======== Provided data ========

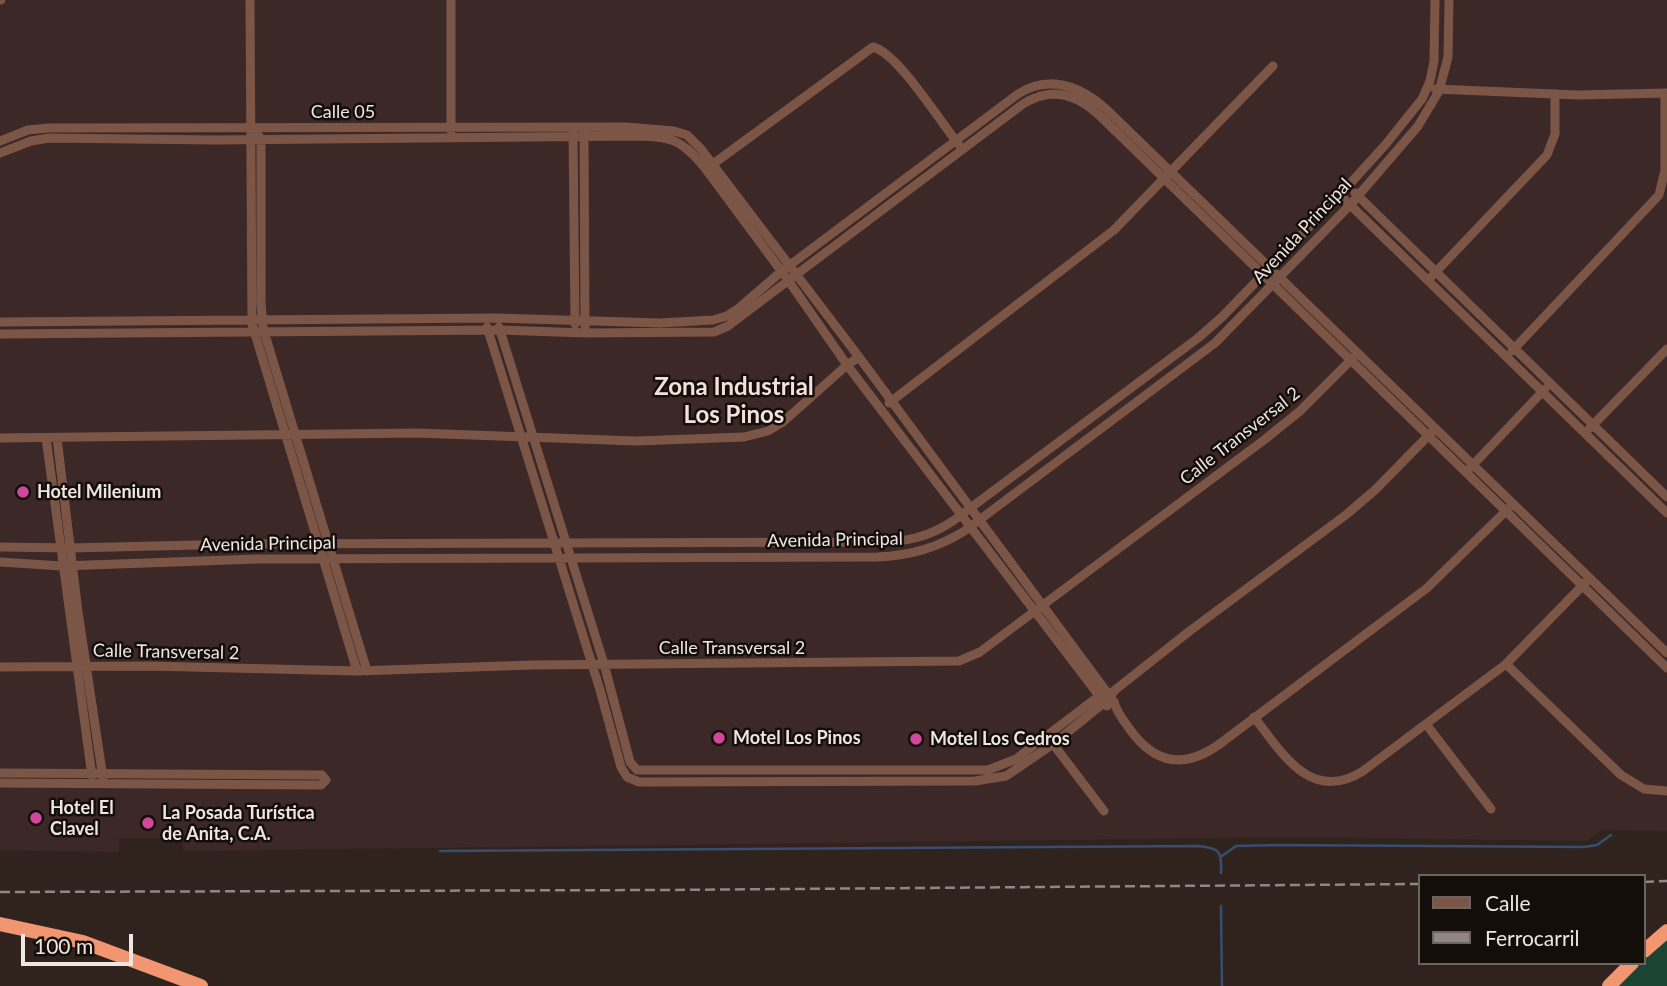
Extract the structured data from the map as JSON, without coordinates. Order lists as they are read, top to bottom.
{
  "streets": {
    "street": ["Calle 05", "Avenida Principal", "Calle Transversal 2"]
  },
  "districts": ["Zona Industrial Los Pinos"],
  "places": [
    "Hotel Milenium",
    "Motel Los Pinos",
    "Motel Los Cedros",
    "Hotel El Clavel",
    "La Posada Turística de Anita, C.A."
  ],
  "legend": ["Calle", "Ferrocarril"],
  "scale_bar": "100 m"
}
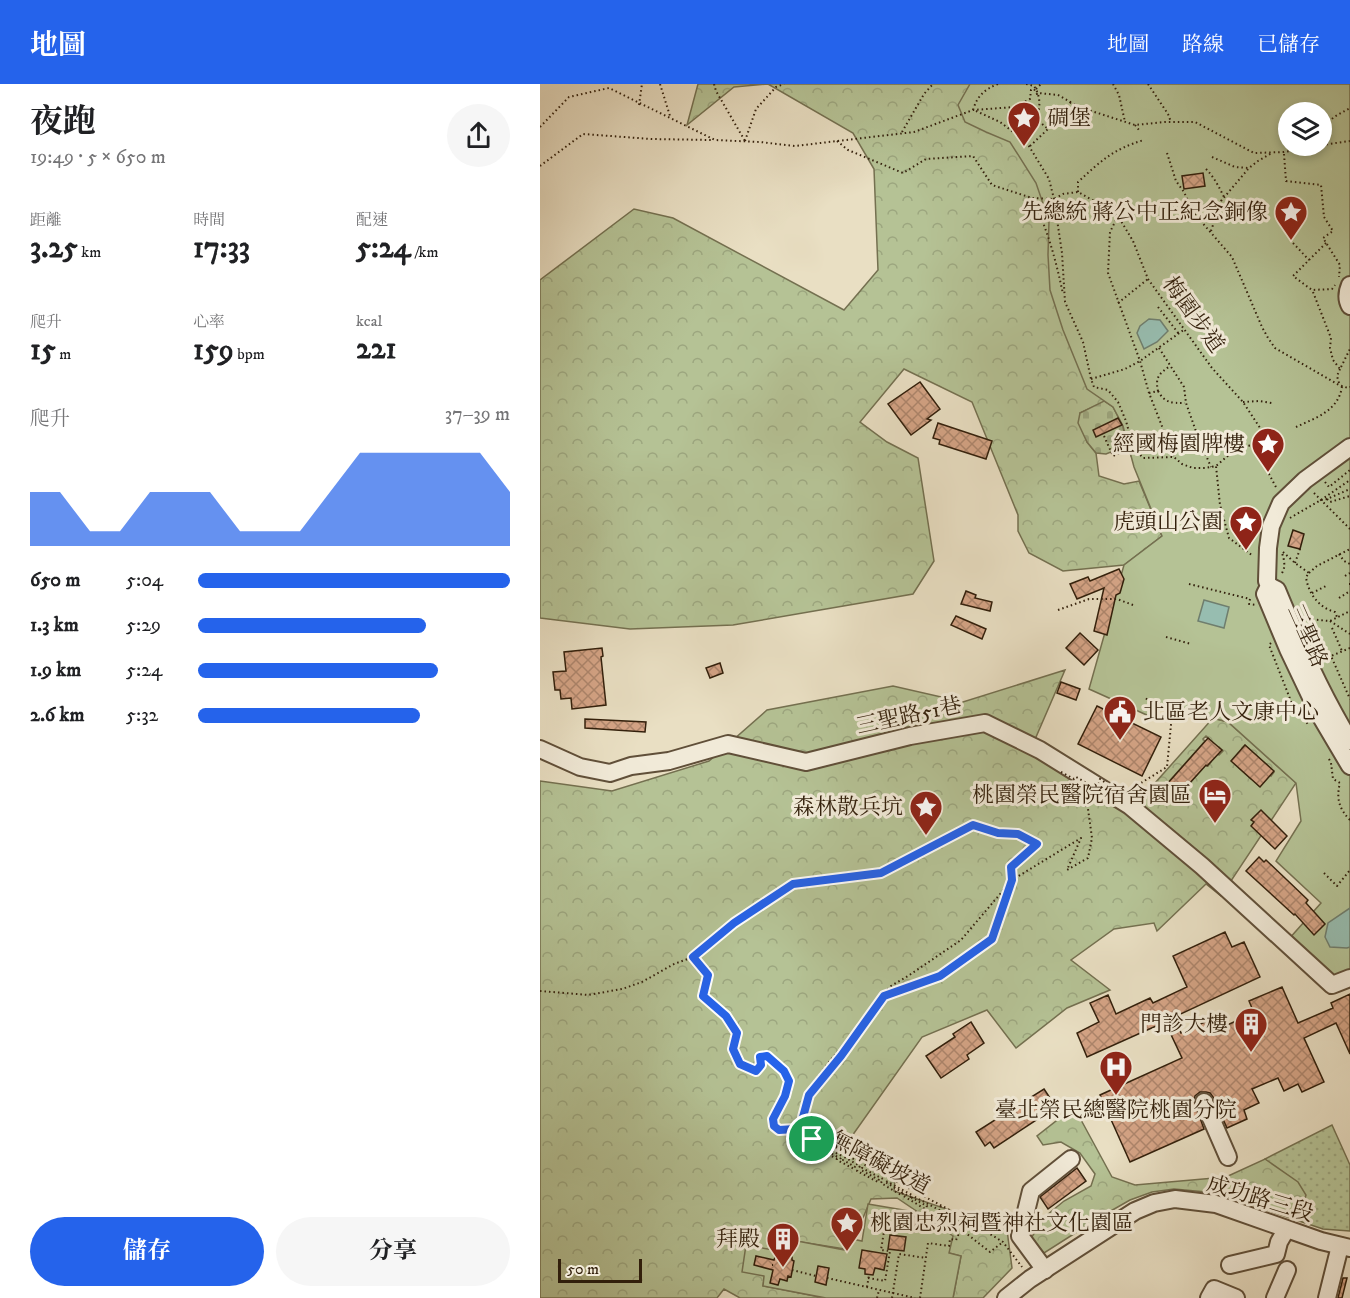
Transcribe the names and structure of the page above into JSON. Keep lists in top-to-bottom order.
{
  "streets": {
    "street": ["三聖路", "三聖路51巷", "成功路三段"],
    "path": ["梅園步道", "無障礙坡道"]
  },
  "places": {
    "place": [
      "碉堡",
      "先總統 蔣公中正紀念銅像",
      "經國梅園牌樓",
      "虎頭山公園",
      "森林散兵坑",
      "桃園忠烈祠暨神社文化園區"
    ],
    "public building": ["北區老人文康中心"],
    "hotel": ["桃園榮民醫院宿舍園區"],
    "building": ["門診大樓", "拜殿"],
    "hospital": ["臺北榮民總醫院桃園分院"]
  },
  "scale_bar": "50 m",
  "page": {
    "header": "地圖",
    "nav": ["地圖", "路線", "已儲存"],
    "heading": ["夜跑", "19:49 · 5 × 650 m"],
    "stats": [
      ["距離", "3.25 km"],
      ["時間", "17:33"],
      ["配速", "5:24 /km"],
      ["爬升", "15 m"],
      ["心率", "159 bpm"],
      ["kcal", "221"]
    ],
    "chart": ["爬升", "37–39 m"],
    "list": [
      {
        "name": "650 m",
        "note": "5:04"
      },
      {
        "name": "1.3 km",
        "note": "5:29"
      },
      {
        "name": "1.9 km",
        "note": "5:24"
      },
      {
        "name": "2.6 km",
        "note": "5:32"
      }
    ],
    "buttons": ["儲存", "分享"],
    "scale": "50 m"
  }
}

========

Exercise objective: In the copy, omit the pictures and reproduce every entry exactly.

Exercise response:
Extract the structured data from the map as JSON, without coordinates. Order lists as they are read, top to bottom.
{
  "streets": {
    "street": ["Calle 05", "Avenida Principal", "Calle Transversal 2"]
  },
  "districts": ["Zona Industrial Los Pinos"],
  "places": [
    "Hotel Milenium",
    "Motel Los Pinos",
    "Motel Los Cedros",
    "Hotel El Clavel",
    "La Posada Turística de Anita, C.A."
  ],
  "legend": ["Calle", "Ferrocarril"],
  "scale_bar": "100 m"
}
Transcribe the names and structure of the page above into JSON. Keep lists in top-to-bottom order.
{
  "streets": {
    "street": ["三聖路", "三聖路51巷", "成功路三段"],
    "path": ["梅園步道", "無障礙坡道"]
  },
  "places": {
    "place": [
      "碉堡",
      "先總統 蔣公中正紀念銅像",
      "經國梅園牌樓",
      "虎頭山公園",
      "森林散兵坑",
      "桃園忠烈祠暨神社文化園區"
    ],
    "public building": ["北區老人文康中心"],
    "hotel": ["桃園榮民醫院宿舍園區"],
    "building": ["門診大樓", "拜殿"],
    "hospital": ["臺北榮民總醫院桃園分院"]
  },
  "scale_bar": "50 m",
  "page": {
    "header": "地圖",
    "nav": ["地圖", "路線", "已儲存"],
    "heading": ["夜跑", "19:49 · 5 × 650 m"],
    "stats": [
      ["距離", "3.25 km"],
      ["時間", "17:33"],
      ["配速", "5:24 /km"],
      ["爬升", "15 m"],
      ["心率", "159 bpm"],
      ["kcal", "221"]
    ],
    "chart": ["爬升", "37–39 m"],
    "list": [
      {
        "name": "650 m",
        "note": "5:04"
      },
      {
        "name": "1.3 km",
        "note": "5:29"
      },
      {
        "name": "1.9 km",
        "note": "5:24"
      },
      {
        "name": "2.6 km",
        "note": "5:32"
      }
    ],
    "buttons": ["儲存", "分享"],
    "scale": "50 m"
  }
}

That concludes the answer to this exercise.